Silly PS: I never know whether it reads better to say "sample rate" or "sampling rate."

@gsuberland @mcc Companies don’t publish much about how they get to 32-bit float but Sound Devices and others appear to be using 2 or more 24 bit ADCs with different, but overlapping input gain levels and combining the results in software. https://patents.justia.com/patent/20160241252 This multi ADC switching is something the field recording community has observed as ultrasonic noise bursts. https://paquinsound.blogspot.com/2021/12/the-problem-with-19232bit-recordings.html
US Patent Application for High Dynamic Range Analog-to-Digital Conversion with Selective Regression Based Data Repair Patent Application (Application #20160241252 issued August 18, 2016) - Justia Patents Search

A multi-stage analog-to-digital conversion method and system use window functions and translation to match high gain frames of data to target frames of data. The technique selects window data packets for the output stream based the stage of data having the highest gain satisfying selection criteria, such as requiring a frame of data for the respective stage to satisfy a predetermined accuracy of fit value compared to a target frame of data for a zero gain stage.

@mcc 32-bit float for audio uses only the ±1 range.

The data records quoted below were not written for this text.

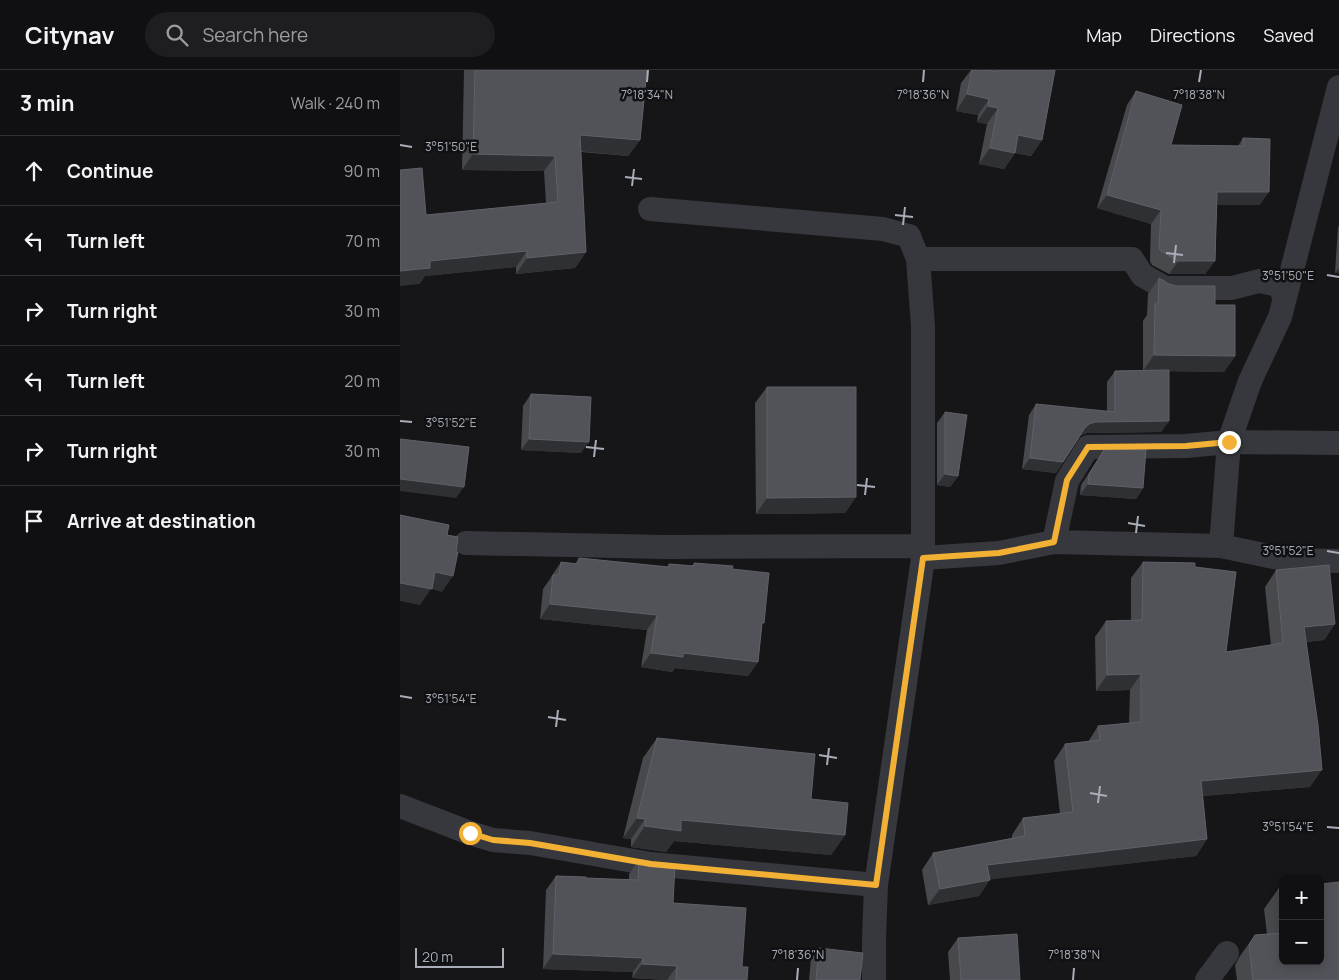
<!DOCTYPE html>
<meta charset="utf-8">
<style>
:root{--surface:#101012;--page:#1e1e20;--text:#f1f3f6;--muted:#9c9d9f;--line:#303032}
body{margin:0;font-family:Manrope,sans-serif;background:var(--page);color:var(--text)}
.controls{position:absolute;right:15px;bottom:15px;display:grid;overflow:hidden;border-radius:8px;box-shadow:0 2px 12px #0003}
.controls button{width:45px;height:45px;display:grid;place-items:center;padding:0;border:0;border-bottom:1px solid var(--line);background:var(--surface);color:var(--text);font:25px sans-serif}
.scale{position:absolute;left:15px;bottom:12px;width:89px;box-sizing:border-box;padding-left:5px;border:2px solid #a8adb8;border-top:0;font-size:14px;line-height:18px;white-space:nowrap;color:#a8adb8;-webkit-text-stroke:4px #111113;paint-order:stroke}
.stop{position:absolute;width:15px;height:15px;margin:-11px;border:4px solid #f2b134;border-radius:50%;background:#fff}
.stop.end{background:#f2b134;border-color:#fff;box-shadow:0 1px 5px #0008}
.list{margin:0;padding:0;list-style:none}
h2{display:flex;justify-content:space-between;align-items:center;height:65px;margin:0;padding:0 20px;font-size:21px}
h2 small{font-size:16px;font-weight:400;color:var(--muted)}
.list li{display:grid;grid-template-columns:32px 1fr auto;gap:15px;align-items:center;box-sizing:border-box;height:70px;padding:0 20px;border-top:1px solid var(--line)}
.list b{display:block;font-size:19px;white-space:nowrap}
.list em{font-size:16px;font-style:normal;color:var(--muted)}
.icon{flex:none;width:28px;height:28px;fill:none;stroke:currentColor;stroke-width:2;stroke-linecap:round;stroke-linejoin:round}
.map{position:relative;flex:none;width:939px;height:910px;overflow:hidden}
header{display:flex;align-items:center;gap:30px;box-sizing:border-box;height:70px;padding:0 25px;background:var(--surface);border-bottom:1px solid var(--line)}
header strong{font-size:24px}
nav{display:flex;gap:28px;margin-inline-start:auto;font-size:18px}
.search{width:350px;height:45px;background:var(--page);display:flex;align-items:center;gap:12px;box-sizing:border-box;padding:0 18px;border-radius:28px;color:var(--muted);font-size:19px}
main{display:flex}
aside{flex:1;background:var(--surface)}
.map>svg:first-child{display:block}
.lines{fill:none;stroke-linecap:round;stroke-linejoin:round}
.minor{stroke:#37383d;stroke-width:24}
.wall{fill:#47494d}
.shaded-wall{fill:#2f3033}
.building{fill:#525359;stroke:#5f6168}
.route{stroke:#f2b134;stroke-width:6}
.ticks{fill:none;stroke:#a8adb8;stroke-width:2}
.ticks-label{font-size:12px;text-anchor:middle;fill:#a8adb8;stroke:#111113;stroke-width:5;stroke-linejoin:round;paint-order:stroke}
</style>
<header>
<strong>Citynav</strong>
<div class="search"><svg class="icon" aria-label="search" viewBox="0 0 24 24"><circle cx="10" cy="10" r="6"/><path d="M15 15l6 6"/></svg>Search here</div>
<nav><a>Map</a><a>Directions</a><a>Saved</a></nav>
</header>
<main>
<aside>
<h2>3 min<small>Walk · 240 m</small></h2>
<ul class="list">
<li><svg class="icon" aria-label="ahead" viewBox="0 0 24 24"><path d="M12 20V5M6 11l6-6 6 6"/></svg><div><b>Continue</b></div><em>90 m</em></li>
<li><svg class="icon" aria-label="left" viewBox="0 0 24 24"><path d="M17 20v-9H6M10 6l-5 5 5 5"/></svg><div><b>Turn left</b></div><em>70 m</em></li>
<li><svg class="icon" aria-label="right" viewBox="0 0 24 24"><path d="M7 20v-9h11M14 6l5 5-5 5"/></svg><div><b>Turn right</b></div><em>30 m</em></li>
<li><svg class="icon" aria-label="left" viewBox="0 0 24 24"><path d="M17 20v-9H6M10 6l-5 5 5 5"/></svg><div><b>Turn left</b></div><em>20 m</em></li>
<li><svg class="icon" aria-label="right" viewBox="0 0 24 24"><path d="M7 20v-9h11M14 6l5 5-5 5"/></svg><div><b>Turn right</b></div><em>30 m</em></li>
<li><svg class="icon" aria-label="arrive" viewBox="0 0 24 24"><path d="M6 21V4h12l-3 4 3 4H6"/></svg><div><b>Arrive at destination</b></div></li>
</ul>
</aside>
<div class="map">
<svg width="939" height="910" viewBox="0 0 939 910">
<rect width="100%" height="100%" fill="#161618"/>
<g class="lines">
<path class="minor" d="M250,139L483,159L509,166L518,189L523,256V488L476,815L474,869V910
M518,189H732L742,205L765,218H832L859,211L879,215L885,228
M654,472L667,411L688,377L786,376L829,372L939,373
M66,473L265,477L523,476
M821,476L829,372L850,311L880,247L939,17
M523,488L599,483L654,472L821,476L888,490L939,491
M0,736L70,763L93,770L130,773L251,794L476,815
M807,910L827,883"/>
</g>
<path class="wall" d="M64,0H247L240,70L228,86L181,82L186,182L175,198L116,204V197L25,206L19,214L26,145L146,133L144,101L62,100Z
M571,0H655L642,70L631,86L615,83L604,99L579,94L587,54L577,52L578,45L556,41L561,13Z
M736,21L771,75L838,76L843,68L860,135H817L815,191L805,204H769L752,195L750,191L751,154L697,138L727,35Z
M939,156V203H935L938,157Z
M759,208L769,214L815,235L835,286L824,302L769,301V351L761,362L687,363L681,365L679,368L656,403L622,399L629,345L636,334L707,342V312L715,301L743,300V251L747,245L748,224Z
M367,317L456,427L445,443L356,444L355,333Z
M131,324L181,383L121,380L123,336Z
M545,342L558,406L550,417L537,415V353Z
M704,380L743,418L736,429L680,425L681,415Z
M179,488L267,497L269,494L292,496L294,493L332,499L362,556L358,592L348,606L275,598L272,602L241,597L247,560L140,549L143,519L150,509L151,507L161,492L175,494Z
M743,492L795,497L826,582L871,575L865,517L876,500L935,554L924,570L906,572L910,717L803,726L807,769L796,786L590,809L579,826L528,835L522,800L533,783L612,769V765L623,748L660,744L654,691L665,674L688,672L698,656L729,653L730,620L696,621L695,567L706,551H731V508Z
M257,668L411,729L445,765L431,785L274,771L266,782L231,777V769L223,768L243,688Z
M239,790L273,833L342,897L347,910H267L232,908L233,902L143,899L146,820L156,806L186,808L229,810V804Z
M879,818L939,910H837L835,895L840,886L855,865L867,864L864,839Z
M558,868L620,910H550L548,882Z
M419,878L460,910H409L411,889Z"/>
<path class="shaded-wall" d="M567,24L589,29L578,45L556,41Z
M588,36L598,38L587,54L577,52Z
M180,65L240,70L228,86L169,80Z
M618,65L642,70L631,86L615,83L604,99L579,94L590,78Z
M73,84L155,86L144,101L62,100Z
M817,122H869L860,135H808Z
M707,125L761,140L751,154L697,138Z
M127,181L116,197L25,206L19,214L0,216V201L30,191Z
M186,182L175,198L116,204L127,188Z
M778,191H815L805,204H769Z
M939,198V203H935Z
M754,285L835,286L824,302L743,301Z
M769,351L761,362L687,363L681,365L676,370L684,359L689,354L695,352Z
M129,369L189,372L181,383L121,380Z
M630,388L663,392L656,403L622,399Z
M545,404L558,406L550,417L537,415Z
M0,409L64,417L56,428L0,421Z
M688,414L743,418L736,429L680,425Z
M456,427L445,443L356,444L367,428Z
M35,502L53,506L42,522L31,519L20,535L0,531V513Z
M150,534L257,545L247,560L140,549Z
M935,554L924,570L892,573L904,557Z
M251,583H283L358,592L348,606L275,598L272,602L241,597Z
M741,604L730,620L696,621L707,605Z
M922,700L910,717L790,727L801,711Z
M237,748L245,749L231,769L223,768Z
M281,750L445,765L431,785L274,771L266,782L231,777L245,756Z
M807,769L796,786L576,811L587,795Z
M590,810L579,826L528,835L540,819Z
M153,884L243,888L233,902L143,899Z
M242,894L277,896L267,910L232,908Z"/>
<path class="building" d="M75,0H247L240,70L180,65L186,182L127,188V181L30,191V198L0,201V100L22,98L26,145L158,132L155,86L73,84Z
M572,0H588L597,2V0H655L642,70L618,65L615,83L590,78L598,38L588,36L589,29L567,24Z
M736,21L782,35L771,75L843,76V68L870,69L869,122H817L815,191H778L761,181L759,178L761,140L707,125Z
M759,208L769,214L776,216H815V235H835V286L754,285L755,234H758Z
M769,300V351L695,352L689,354L684,359L663,392L630,388L636,334L715,342V301Z
M367,317H456V427L367,428Z
M131,324L191,327L189,372L129,369Z
M545,342L567,345L558,406L545,404Z
M0,369L69,377L64,417L0,409Z
M746,379L743,418L688,414L689,404L704,380Z
M0,445L49,455L47,465L58,467L56,482H58L53,506L35,502L32,519L0,513Z
M179,488L269,497V494L294,496V493L333,496L332,499L369,503L364,553H362L358,592L283,583V587L251,583L257,545L150,534L153,505H159L161,492L178,494Z
M743,492L795,493V497L836,502L826,582L883,573L876,500L929,495L935,554L904,557L918,655L922,700L801,711L807,769L587,795L590,810L540,819L533,783L625,766L623,748L673,742L665,674L700,670L698,656L741,652V604L707,605L706,551L742,550Z
M257,668L415,684L411,729L448,733L445,765L281,750V761L245,756V749L237,748Z
M239,790L275,795L273,833L346,838L342,897H348L347,910H276L277,896L242,894L243,888L153,884L156,806L186,807V808L238,810Z
M939,812V910H853L849,875L855,865L883,863V891H920V814Z
M879,818H883V861Z
M617,864L620,910H561L558,868Z
M419,878L463,883L460,910H416Z"/>
<g class="lines">
<path class="route" d="M70,763L93,770L130,773L251,794L476,815L523,488L599,483L654,472L667,410L688,377L786,376L829,372"/>
</g>
<path class="ticks" d="M247,12L248,0M523,12L524,0M799,12L801,0M0,75L12,77M225,107L242,109M232,116L234,99M495,145L513,147M503,155L505,137M766,183L783,185M774,193L776,175M927,205L939,207M0,351L12,352M186,377L204,379M194,387L196,370M457,415L475,417M465,425L467,408M728,453L745,456M736,463L738,446M927,481L939,483M0,626L12,628M148,647L166,650M156,657L158,640M419,685L437,688M427,695L429,678M690,723L707,726M698,733L700,716M927,757L939,758M397,910L398,898M673,910L674,898"/>
<g class="ticks-label">
<text x="247" y="29">7°18'34"N</text>
<text x="523" y="29">7°18'36"N</text>
<text x="799" y="29">7°18'38"N</text>
<text x="51" y="81">3°51'50"E</text>
<text x="888" y="210">3°51'50"E</text>
<text x="51" y="357">3°51'52"E</text>
<text x="888" y="485">3°51'52"E</text>
<text x="51" y="633">3°51'54"E</text>
<text x="888" y="761">3°51'54"E</text>
<text x="398" y="889">7°18'36"N</text>
<text x="674" y="889">7°18'38"N</text>
</g>
</svg>
<div class="controls">
<button>+</button>
<button>−</button>
</div>
<div class="scale">20 m</div>
<div class="stop" style="left:70px;top:763px"></div>
<div class="stop end" style="left:829px;top:372px"></div>
</div>
</main>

An audio interface that produces float samples will be made such that this range coincides with the limits of the ADC chip. Anything outside of that will be clipped by analogue circuitry.

Floating-point is useful in a processing chain since it lets you normalise the range at the end without worrying about clipping or loss of precision at intermediate stages. In an audio interface, it is quite pointless. Likewise for distribution.

@mansr I am working off a video here and not direct experience, but it appears that the Zoom 32-bit interfaces specifically are able to go outside the -1 to +1 range, which creates problems because a lot of audio software (and some entire Audio APIs?) are not equipped to support that.
@mcc That's just idiotic. As you say, a lot of software is ill prepared for that, and it still has to clip somewhere. The noise limit of any practical audio ADC is somewhere around 21 bits, so 32-bit float can easily represent the full signal range without going outside ±1.
@mansr If 1.0 is "normal", and the effective true high range is in the range of something like 256.0, then from an end user UX perspective it might be inconvenient if every single signal were coming in at 1/256 power and your first step in the *normal* case was to bost by 256x.
@mcc as a 90s PC i do indeed fear the 32-bit float
@VDoesntKnow *turns on flashlight under chin* fdiv
@mcc okay but I want to click on this video
@foo I will always boost this
@foo @mcc so weird how floats are automatically everywhere but rationals are almost never first class
@leon @foo @mcc Rationals are supported by most common languages. I use them when possible, as well as high precision math libraries. Check other languages in [https://en.wikipedia.org/wiki/Rational_data_type].
Rational data type - Wikipedia

@pedromj @foo @mcc yeah, they’re usually supported but they’re definitely not *first class*. If I type a literal 0.5 pretty much anywhere that isn’t going to be a rational, despite the fact that’s the least lossy representation, and I’m almost certainly only going to be able to use them with a small subset of functions.
@pedromj @foo @mcc like if I was designing a language I’d make you use an unsafe-style keyword escape hatch every time you wanted to force it to use a floating point, with compiler warnings explaining to them that it’s almost certainly not what they want because it almost certainly isn’t

@foo @mcc This isn't a fraction - it's scientific notation. A fraction is easy AF to do:

struct Fraction {
numerator int;
denominator int;
}

@mcc This gives major Julian Krause vibes.

But also, not knowing what channel it's from, this kind of thumbnail is always such a toss-up. It's either some highly accurate, in-depth technical info, or a massive pile of nonsense.